Selon les députés, un examen similaire à celui des délinquants sexuels d'enfants devrait permettre de vérifier si une personne a été condamnée à la haine du travail pour des raisons de handicap.

Les autres recommandations comprennent:

  • Le gouvernement et les entreprises de médias sociaux consultent directement les personnes handicapées sur la stratégie numérique et le crime de haine
  • une analyse des expériences de personnes handicapées ayant signalé des crimes et des preuves, car "trop ​​de personnes handicapées n'ont pas été traitées sérieusement car les responsables et le personnel de première ligne ne comprennent pas le handicap"
  • Les entreprises de médias sociaux assument leur responsabilité pour s'assurer que les environnements toxiques restent intacts
  • exiger une représentation proportionnelle des personnes handicapées dans la publicité publique

Dans sa pétition, Mme Price a appelé le gouvernement à "ériger en infraction pénale les abus en ligne et à créer un registre des criminels", soulignant que cela concernait des "personnes de tous les horizons" et "du racisme, de l'homophobie, Les agressions et toute une série de personnes "embrasse d'autres discours de haine".
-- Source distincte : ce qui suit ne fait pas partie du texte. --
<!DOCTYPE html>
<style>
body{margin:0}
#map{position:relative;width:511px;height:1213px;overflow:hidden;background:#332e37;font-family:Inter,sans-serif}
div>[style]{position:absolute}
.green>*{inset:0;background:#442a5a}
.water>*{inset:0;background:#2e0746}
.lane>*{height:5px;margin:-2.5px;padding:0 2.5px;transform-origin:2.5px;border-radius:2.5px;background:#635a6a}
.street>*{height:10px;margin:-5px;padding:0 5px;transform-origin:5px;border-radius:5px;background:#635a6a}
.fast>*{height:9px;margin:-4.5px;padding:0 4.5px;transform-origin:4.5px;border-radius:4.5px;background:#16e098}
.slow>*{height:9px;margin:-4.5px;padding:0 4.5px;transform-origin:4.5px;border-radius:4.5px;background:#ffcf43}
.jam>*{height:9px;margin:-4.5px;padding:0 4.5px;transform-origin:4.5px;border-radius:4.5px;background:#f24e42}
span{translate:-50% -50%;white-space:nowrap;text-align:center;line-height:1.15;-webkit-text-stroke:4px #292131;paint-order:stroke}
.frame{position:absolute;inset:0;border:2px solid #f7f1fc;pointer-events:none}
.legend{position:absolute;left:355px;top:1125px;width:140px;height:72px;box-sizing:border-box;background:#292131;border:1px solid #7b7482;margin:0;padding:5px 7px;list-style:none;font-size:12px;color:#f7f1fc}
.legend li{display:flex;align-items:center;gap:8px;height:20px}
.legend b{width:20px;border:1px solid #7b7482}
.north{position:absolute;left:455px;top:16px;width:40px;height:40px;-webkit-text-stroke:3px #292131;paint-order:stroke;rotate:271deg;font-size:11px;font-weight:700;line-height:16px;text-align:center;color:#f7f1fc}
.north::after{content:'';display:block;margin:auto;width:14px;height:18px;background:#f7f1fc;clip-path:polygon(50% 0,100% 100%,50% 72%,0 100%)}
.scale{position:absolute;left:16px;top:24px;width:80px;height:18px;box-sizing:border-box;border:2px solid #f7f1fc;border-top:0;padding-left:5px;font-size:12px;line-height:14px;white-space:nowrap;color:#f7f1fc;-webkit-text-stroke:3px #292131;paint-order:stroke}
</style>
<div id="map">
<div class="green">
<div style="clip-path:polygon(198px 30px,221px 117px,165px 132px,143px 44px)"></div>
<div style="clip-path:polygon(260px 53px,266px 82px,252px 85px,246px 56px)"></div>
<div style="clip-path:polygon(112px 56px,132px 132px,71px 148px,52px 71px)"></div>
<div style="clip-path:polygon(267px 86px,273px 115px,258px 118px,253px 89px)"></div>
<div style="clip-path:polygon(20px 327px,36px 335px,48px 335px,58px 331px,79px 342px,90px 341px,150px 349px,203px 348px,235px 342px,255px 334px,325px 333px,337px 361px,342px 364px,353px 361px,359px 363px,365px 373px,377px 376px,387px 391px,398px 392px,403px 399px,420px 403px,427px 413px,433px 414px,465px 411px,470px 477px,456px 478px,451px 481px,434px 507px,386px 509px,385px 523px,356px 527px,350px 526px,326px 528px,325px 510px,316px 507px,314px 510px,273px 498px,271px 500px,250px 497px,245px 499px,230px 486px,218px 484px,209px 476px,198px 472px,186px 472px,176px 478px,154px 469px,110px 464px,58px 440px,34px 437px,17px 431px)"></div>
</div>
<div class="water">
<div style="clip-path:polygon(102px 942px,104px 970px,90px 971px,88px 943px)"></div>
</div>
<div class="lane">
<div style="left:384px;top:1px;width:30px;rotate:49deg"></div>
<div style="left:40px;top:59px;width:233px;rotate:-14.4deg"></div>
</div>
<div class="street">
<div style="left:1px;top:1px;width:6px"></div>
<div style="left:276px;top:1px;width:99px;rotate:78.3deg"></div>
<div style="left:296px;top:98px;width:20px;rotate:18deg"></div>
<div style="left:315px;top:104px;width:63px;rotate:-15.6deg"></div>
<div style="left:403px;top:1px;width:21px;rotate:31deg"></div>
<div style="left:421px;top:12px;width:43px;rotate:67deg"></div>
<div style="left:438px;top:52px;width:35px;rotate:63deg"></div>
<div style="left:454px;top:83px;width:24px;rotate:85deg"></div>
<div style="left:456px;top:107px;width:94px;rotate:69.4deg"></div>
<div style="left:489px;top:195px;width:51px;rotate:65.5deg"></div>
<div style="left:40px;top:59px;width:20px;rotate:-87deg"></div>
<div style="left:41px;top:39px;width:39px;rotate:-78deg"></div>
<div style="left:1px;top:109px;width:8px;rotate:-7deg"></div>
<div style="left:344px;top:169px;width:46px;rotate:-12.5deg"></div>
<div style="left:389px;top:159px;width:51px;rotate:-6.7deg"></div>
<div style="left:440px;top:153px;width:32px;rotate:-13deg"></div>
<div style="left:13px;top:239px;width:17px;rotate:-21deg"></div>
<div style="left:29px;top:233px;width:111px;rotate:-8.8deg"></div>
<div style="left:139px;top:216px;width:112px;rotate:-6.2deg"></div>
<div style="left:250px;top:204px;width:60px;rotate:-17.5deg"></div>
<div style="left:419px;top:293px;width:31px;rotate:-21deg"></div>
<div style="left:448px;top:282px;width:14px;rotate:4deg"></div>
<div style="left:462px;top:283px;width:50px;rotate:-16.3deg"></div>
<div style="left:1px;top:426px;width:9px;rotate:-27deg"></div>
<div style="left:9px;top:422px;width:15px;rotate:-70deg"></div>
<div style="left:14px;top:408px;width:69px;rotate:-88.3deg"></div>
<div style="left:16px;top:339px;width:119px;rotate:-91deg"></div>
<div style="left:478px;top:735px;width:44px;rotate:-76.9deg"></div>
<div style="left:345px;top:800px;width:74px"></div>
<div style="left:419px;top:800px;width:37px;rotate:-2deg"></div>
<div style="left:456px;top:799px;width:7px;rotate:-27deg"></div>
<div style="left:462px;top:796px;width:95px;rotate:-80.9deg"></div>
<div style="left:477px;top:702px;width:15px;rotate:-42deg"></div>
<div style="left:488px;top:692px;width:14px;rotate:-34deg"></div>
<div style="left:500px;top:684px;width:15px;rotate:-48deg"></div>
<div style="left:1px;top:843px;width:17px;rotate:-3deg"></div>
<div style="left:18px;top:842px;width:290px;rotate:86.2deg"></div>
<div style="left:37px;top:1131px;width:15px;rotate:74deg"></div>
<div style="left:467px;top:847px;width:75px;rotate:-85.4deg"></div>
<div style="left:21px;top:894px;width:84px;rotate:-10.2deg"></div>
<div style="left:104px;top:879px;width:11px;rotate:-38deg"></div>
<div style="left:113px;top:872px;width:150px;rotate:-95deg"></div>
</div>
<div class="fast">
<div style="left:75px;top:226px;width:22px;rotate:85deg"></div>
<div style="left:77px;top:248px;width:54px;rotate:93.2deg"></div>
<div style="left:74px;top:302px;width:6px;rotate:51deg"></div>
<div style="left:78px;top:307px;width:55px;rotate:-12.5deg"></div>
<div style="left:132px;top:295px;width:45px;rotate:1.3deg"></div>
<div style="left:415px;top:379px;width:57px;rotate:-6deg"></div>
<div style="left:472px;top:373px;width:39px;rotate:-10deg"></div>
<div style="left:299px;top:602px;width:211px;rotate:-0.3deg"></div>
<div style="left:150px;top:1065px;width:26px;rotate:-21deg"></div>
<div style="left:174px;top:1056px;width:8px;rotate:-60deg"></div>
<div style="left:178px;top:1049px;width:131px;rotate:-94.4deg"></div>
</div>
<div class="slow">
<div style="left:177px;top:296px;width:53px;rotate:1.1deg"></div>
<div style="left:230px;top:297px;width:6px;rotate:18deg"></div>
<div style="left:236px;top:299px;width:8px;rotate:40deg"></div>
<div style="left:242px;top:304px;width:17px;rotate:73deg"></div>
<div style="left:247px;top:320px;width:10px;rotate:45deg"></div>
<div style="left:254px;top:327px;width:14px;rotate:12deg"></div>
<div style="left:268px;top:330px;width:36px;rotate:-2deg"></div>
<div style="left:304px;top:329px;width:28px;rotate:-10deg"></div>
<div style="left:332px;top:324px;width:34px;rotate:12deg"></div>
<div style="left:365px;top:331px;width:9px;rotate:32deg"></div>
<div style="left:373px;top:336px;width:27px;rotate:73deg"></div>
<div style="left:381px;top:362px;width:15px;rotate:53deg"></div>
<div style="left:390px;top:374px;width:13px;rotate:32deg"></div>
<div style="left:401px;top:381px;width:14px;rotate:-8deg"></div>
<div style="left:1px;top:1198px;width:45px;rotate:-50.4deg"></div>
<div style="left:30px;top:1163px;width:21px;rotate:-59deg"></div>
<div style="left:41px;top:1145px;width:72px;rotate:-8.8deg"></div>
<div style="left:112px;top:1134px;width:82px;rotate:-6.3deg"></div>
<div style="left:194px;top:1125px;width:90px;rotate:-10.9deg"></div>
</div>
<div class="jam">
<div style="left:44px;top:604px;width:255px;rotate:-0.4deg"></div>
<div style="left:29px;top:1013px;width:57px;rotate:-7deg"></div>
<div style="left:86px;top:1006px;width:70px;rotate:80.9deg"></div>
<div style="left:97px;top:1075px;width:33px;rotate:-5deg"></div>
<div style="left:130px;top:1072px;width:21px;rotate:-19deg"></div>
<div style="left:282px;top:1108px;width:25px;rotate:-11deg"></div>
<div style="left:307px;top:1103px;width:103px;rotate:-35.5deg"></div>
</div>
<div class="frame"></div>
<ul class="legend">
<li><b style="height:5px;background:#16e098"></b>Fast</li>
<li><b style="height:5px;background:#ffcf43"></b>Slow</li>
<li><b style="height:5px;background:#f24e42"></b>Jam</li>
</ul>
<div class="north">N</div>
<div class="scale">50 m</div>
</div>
Cependant, le comité s'est concentré sur les commentaires adressés aux personnes handicapées afin d'éviter de répéter le travail des députés ailleurs.

L'année dernière, Matt Hancock, alors secrétaire au Digital, à la Culture, aux Médias et aux Sports, avait déclaré qu'il n'avait pas assez de pouvoir pour superviser les entreprises de médias sociaux après que seulement quatre personnes sur 14 invitées à des entretiens se soient présentées.

Il a déclaré à la BBC qu'il avait "donné une impulsion majeure" à la mise en place de nouvelles lois visant à lutter contre la culture de "l'Ouest sauvage" d'Internet.